Submission received: 20 April 2022 / Revised: 2 June 2022 / Accepted: 17 June 2022 / Published: 22 June 2022

(This article belongs to the Special Issue Bridging Digital Approaches and Legacy in Archaeology)

Round 1

Reviewer 1 Report

The article has a very wide and ambiguous title, "Practices of Linked Open Data in Archaeology". The abstract states that the paper presents "how Linked Open Data (LOD) is applied in the archaeological domain", but doesn't say by whom or for what purposes, which contributes to the ambiguity. I suggest the authors rephrase the title and abstract to express more specifically what the paper is about.

Sections 1, 2 and 4 read more like promotional material than a scientific paper. The authors are explicit in that "We would like to encourage the creation and use of LOD", and spend many pages describing how LOD works and why it is useful. However, they fail to persuade the reader that LOD must be used, because:

They don't provide a gap analysis that can show how much LOD improves upon the current state of affairs. In other words, the benefits of using LOD are not clearly measured and presented. For example, how much time, money or effort will LOD save to a project? How much time, money and effort will an archaeologist need to spend in order to to learn and apply LOD to a project?
They don't consider other options. The authors seem to assume that it is LOD or nothing, and don't even mention other approaches to knowledge representation beyond LOD. For example, how is LOD better than conceptual modelling? In this regard, all the ontologies and vocabularies mentioned in page 6 are LOD-based or LOD-friendly; the authors are not mentioning relevant initiatives that are based on technologies other than LOD such as CHARM (www.charminfo.org).

Without a clear treatment of these issues, the paper must be taken as the opinion of the authors, as no systematic study of LOD against nothing and against other options is presented. Furthermore, conclusions are not backed by evidence. For example, the authors state that "When LOD is properly implemented, computer-aided processing and inference become possible", but they show no evidence of this. If the authors have evidence that computer-based inference is possible thanks to LOD, they should be explicit about it and describe how.

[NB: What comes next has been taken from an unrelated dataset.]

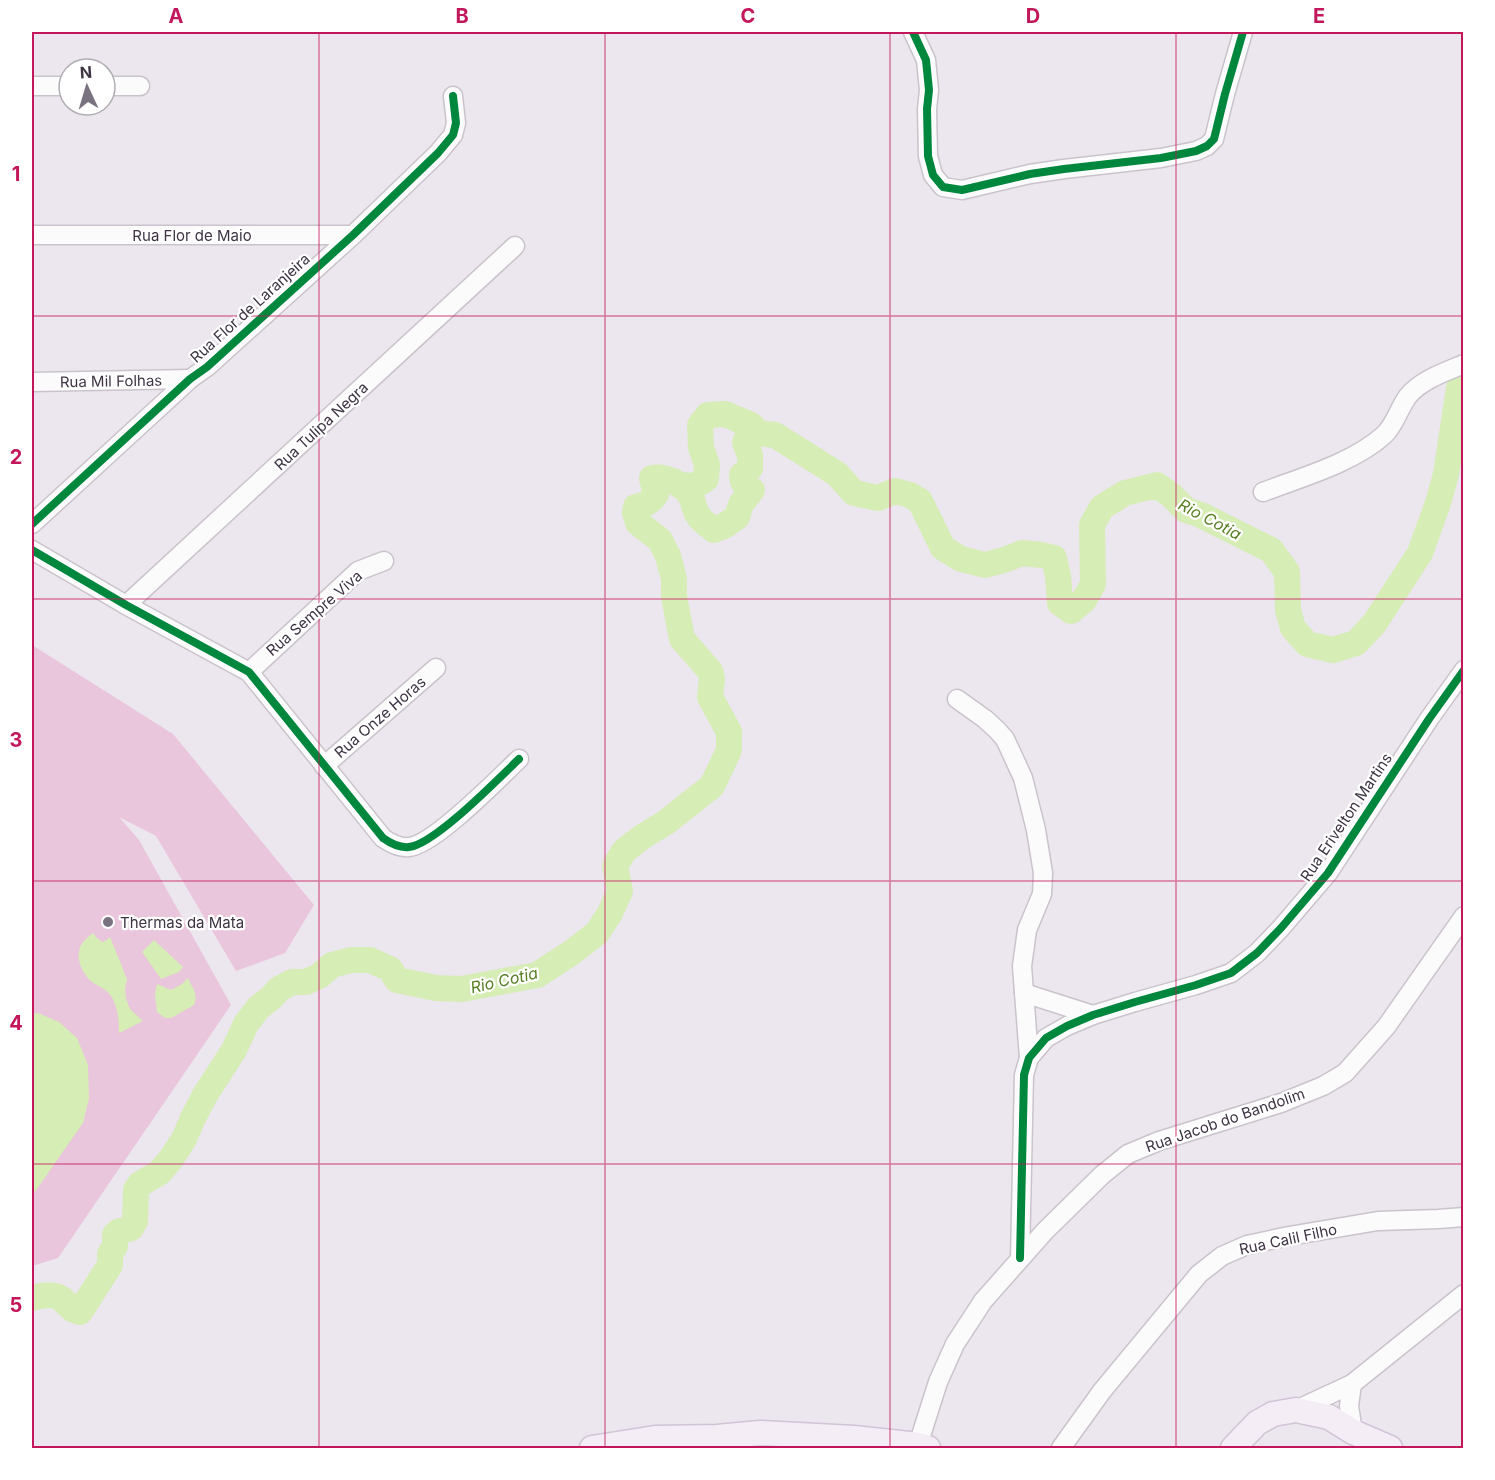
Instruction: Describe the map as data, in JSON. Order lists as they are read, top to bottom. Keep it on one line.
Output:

Regarding the challenges of LOD, I agree with the authors that semantic overloading and technical complexity are important. However, authors fail to address additional weaknesses of LOD, such as the fact that it cannot organise information into meaningful chunks or structures; the fact that its simple scheme of subject/predicate/object is not enough to represent intransitive verbs or cross-cutting concerns (such as temporality or subjectivity) in an intuitive manner; or the fact that it collapses abstraction levels by mixing up conceptual and implementation issues. In this regard, modularity and layering are crucial aspects of any software engineering approach, and LOD alone is not enough to address them. The authors may want to consider LOD as an implementation technology that is applied downstream in the lifecycle after other technologies (such as conceptual modelling) have been used to model knowledge into a meaningful representation.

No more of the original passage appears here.